Your objective | Print the first line of the records below and every line after it, up to and including the line with "0 8px,transparent 0". Print nothing else.

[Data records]
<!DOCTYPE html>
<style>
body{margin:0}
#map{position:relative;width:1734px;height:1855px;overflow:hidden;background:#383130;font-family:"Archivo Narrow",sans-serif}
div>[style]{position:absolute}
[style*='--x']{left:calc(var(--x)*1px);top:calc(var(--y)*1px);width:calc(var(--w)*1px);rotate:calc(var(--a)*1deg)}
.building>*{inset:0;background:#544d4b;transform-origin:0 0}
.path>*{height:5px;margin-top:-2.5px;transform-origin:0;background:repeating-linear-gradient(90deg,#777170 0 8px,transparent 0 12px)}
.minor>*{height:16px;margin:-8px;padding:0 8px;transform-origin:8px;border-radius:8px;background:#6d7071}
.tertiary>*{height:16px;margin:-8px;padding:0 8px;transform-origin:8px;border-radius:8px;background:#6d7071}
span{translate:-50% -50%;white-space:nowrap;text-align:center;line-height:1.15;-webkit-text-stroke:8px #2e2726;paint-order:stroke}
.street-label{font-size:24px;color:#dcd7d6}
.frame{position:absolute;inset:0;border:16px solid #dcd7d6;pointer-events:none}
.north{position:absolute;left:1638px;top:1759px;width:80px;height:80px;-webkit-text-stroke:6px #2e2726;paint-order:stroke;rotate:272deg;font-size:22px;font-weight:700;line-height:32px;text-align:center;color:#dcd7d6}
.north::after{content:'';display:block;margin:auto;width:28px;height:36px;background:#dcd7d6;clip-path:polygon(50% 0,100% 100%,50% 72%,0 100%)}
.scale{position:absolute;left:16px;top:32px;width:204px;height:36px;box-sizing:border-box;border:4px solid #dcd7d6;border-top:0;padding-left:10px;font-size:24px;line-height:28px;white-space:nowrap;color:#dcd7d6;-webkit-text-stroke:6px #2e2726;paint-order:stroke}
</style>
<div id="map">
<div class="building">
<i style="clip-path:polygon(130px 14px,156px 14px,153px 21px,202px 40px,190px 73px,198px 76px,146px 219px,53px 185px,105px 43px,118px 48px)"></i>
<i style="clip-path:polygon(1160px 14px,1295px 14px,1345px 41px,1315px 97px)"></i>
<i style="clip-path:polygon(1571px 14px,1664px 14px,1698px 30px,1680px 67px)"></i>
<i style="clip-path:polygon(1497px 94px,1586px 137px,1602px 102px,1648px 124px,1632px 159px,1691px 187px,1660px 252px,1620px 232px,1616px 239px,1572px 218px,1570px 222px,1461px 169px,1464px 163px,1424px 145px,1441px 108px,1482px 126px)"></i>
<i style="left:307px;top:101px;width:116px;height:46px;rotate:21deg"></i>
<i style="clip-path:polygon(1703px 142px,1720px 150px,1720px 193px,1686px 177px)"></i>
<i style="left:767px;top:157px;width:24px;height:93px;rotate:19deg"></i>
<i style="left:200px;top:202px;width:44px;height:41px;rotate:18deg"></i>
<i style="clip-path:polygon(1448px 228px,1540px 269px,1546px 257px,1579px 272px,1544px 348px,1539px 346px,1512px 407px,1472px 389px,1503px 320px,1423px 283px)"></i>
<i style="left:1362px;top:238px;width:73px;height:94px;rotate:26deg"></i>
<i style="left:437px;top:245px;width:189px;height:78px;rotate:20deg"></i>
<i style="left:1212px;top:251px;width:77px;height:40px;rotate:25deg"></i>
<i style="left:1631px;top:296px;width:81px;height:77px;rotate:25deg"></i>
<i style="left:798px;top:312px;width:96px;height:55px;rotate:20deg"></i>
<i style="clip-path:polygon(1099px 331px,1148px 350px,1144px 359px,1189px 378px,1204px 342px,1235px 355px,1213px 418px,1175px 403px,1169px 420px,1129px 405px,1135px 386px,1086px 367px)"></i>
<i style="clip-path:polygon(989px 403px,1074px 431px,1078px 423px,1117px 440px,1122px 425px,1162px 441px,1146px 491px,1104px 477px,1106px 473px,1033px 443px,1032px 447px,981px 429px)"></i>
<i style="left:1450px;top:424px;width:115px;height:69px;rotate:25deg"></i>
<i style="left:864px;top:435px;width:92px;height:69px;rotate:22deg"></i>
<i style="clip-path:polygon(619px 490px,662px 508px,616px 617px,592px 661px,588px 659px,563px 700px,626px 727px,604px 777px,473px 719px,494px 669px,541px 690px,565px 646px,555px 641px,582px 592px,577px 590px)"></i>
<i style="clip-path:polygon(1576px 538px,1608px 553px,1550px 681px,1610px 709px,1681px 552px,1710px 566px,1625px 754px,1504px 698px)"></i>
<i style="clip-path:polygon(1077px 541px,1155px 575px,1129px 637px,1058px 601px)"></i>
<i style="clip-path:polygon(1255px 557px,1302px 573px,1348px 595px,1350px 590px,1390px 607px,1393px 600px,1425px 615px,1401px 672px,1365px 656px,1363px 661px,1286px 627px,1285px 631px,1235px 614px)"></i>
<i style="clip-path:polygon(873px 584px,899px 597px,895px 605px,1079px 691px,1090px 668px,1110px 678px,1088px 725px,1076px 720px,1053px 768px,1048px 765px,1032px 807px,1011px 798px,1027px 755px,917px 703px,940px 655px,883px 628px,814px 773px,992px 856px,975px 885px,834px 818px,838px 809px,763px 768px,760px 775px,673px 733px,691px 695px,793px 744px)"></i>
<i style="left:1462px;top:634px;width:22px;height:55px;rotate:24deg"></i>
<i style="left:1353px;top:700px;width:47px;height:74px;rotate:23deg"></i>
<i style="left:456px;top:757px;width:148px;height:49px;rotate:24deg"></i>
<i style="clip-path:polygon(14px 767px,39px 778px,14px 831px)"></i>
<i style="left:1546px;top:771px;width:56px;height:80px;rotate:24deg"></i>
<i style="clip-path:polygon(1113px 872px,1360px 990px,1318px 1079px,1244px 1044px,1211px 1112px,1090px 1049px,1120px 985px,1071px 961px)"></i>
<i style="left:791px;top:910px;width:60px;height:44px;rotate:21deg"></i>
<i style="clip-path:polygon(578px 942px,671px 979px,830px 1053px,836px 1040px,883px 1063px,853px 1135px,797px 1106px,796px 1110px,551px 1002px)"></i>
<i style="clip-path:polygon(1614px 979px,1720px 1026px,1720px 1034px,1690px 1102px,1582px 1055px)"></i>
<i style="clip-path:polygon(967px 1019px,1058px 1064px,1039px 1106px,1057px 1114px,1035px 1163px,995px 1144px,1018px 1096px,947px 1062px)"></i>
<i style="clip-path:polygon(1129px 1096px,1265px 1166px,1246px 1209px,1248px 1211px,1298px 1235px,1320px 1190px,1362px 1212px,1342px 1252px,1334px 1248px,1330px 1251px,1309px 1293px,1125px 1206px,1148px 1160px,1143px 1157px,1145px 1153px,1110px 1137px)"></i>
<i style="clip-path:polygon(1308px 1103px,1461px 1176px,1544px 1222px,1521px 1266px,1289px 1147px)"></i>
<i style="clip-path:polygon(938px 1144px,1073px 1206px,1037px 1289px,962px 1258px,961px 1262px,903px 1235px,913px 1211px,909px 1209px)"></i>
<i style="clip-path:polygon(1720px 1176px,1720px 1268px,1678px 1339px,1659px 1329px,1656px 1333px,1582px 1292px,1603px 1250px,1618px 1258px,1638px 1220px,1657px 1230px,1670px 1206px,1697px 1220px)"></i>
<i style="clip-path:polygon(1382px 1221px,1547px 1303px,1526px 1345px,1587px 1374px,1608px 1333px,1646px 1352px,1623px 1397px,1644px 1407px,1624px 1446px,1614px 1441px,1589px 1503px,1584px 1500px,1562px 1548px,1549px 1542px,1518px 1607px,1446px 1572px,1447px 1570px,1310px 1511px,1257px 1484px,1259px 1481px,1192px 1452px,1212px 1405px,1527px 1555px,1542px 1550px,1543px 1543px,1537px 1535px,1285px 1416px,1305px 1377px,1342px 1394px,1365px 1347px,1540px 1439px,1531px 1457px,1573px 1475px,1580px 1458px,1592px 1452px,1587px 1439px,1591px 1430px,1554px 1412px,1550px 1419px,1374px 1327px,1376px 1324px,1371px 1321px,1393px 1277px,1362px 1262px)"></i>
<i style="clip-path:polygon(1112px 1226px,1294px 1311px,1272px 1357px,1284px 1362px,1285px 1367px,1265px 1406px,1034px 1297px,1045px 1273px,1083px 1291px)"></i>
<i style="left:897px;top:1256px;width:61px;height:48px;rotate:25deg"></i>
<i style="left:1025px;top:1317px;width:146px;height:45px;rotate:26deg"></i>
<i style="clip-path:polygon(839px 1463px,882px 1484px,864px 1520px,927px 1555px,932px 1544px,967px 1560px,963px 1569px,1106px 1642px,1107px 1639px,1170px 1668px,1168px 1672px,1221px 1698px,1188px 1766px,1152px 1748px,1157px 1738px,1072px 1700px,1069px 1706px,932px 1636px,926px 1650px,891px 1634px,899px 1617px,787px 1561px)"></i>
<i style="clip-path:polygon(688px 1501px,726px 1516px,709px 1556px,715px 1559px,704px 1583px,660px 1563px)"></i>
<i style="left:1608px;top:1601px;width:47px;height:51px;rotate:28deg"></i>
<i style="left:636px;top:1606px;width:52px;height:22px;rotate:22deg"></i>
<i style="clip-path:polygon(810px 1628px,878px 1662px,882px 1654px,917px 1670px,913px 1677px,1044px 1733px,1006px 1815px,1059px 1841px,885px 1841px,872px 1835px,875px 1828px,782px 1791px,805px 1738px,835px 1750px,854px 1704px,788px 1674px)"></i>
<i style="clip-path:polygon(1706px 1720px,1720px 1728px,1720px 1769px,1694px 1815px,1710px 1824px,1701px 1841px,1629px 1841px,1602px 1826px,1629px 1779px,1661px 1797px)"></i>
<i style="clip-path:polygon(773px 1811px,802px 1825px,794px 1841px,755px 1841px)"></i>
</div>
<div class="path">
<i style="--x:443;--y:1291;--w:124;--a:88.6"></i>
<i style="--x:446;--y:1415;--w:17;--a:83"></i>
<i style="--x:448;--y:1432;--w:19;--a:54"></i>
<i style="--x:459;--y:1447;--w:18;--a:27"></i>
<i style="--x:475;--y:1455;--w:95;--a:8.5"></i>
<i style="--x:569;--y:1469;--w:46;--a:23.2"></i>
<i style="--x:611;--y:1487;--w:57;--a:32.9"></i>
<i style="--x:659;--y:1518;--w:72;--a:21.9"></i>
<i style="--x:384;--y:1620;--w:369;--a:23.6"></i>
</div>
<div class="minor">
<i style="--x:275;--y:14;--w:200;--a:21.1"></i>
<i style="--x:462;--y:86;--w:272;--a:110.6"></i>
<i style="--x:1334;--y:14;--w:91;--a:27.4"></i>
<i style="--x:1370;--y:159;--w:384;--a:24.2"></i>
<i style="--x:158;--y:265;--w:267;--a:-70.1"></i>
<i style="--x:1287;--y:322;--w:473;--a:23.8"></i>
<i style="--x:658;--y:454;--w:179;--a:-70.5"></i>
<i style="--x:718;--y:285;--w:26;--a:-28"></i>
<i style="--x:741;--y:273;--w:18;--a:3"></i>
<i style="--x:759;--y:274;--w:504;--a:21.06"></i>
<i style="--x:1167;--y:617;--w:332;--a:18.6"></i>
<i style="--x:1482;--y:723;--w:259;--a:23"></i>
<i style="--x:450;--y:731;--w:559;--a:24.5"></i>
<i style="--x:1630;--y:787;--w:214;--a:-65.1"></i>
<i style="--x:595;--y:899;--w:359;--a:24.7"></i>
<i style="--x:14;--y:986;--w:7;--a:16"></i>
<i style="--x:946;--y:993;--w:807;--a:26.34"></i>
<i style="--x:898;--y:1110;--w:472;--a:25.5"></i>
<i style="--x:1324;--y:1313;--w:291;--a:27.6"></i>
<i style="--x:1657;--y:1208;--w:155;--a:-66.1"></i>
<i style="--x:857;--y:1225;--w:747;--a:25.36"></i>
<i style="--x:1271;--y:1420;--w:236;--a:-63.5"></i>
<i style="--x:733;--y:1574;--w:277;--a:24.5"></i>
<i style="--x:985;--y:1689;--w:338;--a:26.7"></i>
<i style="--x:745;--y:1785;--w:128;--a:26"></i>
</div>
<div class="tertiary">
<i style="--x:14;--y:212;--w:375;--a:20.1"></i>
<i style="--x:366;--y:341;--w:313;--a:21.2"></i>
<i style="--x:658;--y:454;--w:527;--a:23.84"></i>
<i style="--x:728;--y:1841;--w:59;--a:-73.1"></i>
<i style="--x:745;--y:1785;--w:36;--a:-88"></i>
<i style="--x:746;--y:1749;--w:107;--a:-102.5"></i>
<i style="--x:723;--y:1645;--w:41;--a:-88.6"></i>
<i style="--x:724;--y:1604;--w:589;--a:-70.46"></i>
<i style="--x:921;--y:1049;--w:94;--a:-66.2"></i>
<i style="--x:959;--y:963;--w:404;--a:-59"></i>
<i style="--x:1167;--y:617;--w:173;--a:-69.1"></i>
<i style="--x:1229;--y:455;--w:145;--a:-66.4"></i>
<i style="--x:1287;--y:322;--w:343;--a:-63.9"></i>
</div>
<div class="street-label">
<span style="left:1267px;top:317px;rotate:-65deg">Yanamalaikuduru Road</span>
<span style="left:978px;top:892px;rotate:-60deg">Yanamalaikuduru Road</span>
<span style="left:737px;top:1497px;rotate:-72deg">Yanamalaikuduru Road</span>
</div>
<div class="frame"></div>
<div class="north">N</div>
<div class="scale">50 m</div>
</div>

Reply |
<!DOCTYPE html>
<style>
body{margin:0}
#map{position:relative;width:1734px;height:1855px;overflow:hidden;background:#383130;font-family:"Archivo Narrow",sans-serif}
div>[style]{position:absolute}
[style*='--x']{left:calc(var(--x)*1px);top:calc(var(--y)*1px);width:calc(var(--w)*1px);rotate:calc(var(--a)*1deg)}
.building>*{inset:0;background:#544d4b;transform-origin:0 0}
.path>*{height:5px;margin-top:-2.5px;transform-origin:0;background:repeating-linear-gradient(90deg,#777170 0 8px,transparent 0 12px)}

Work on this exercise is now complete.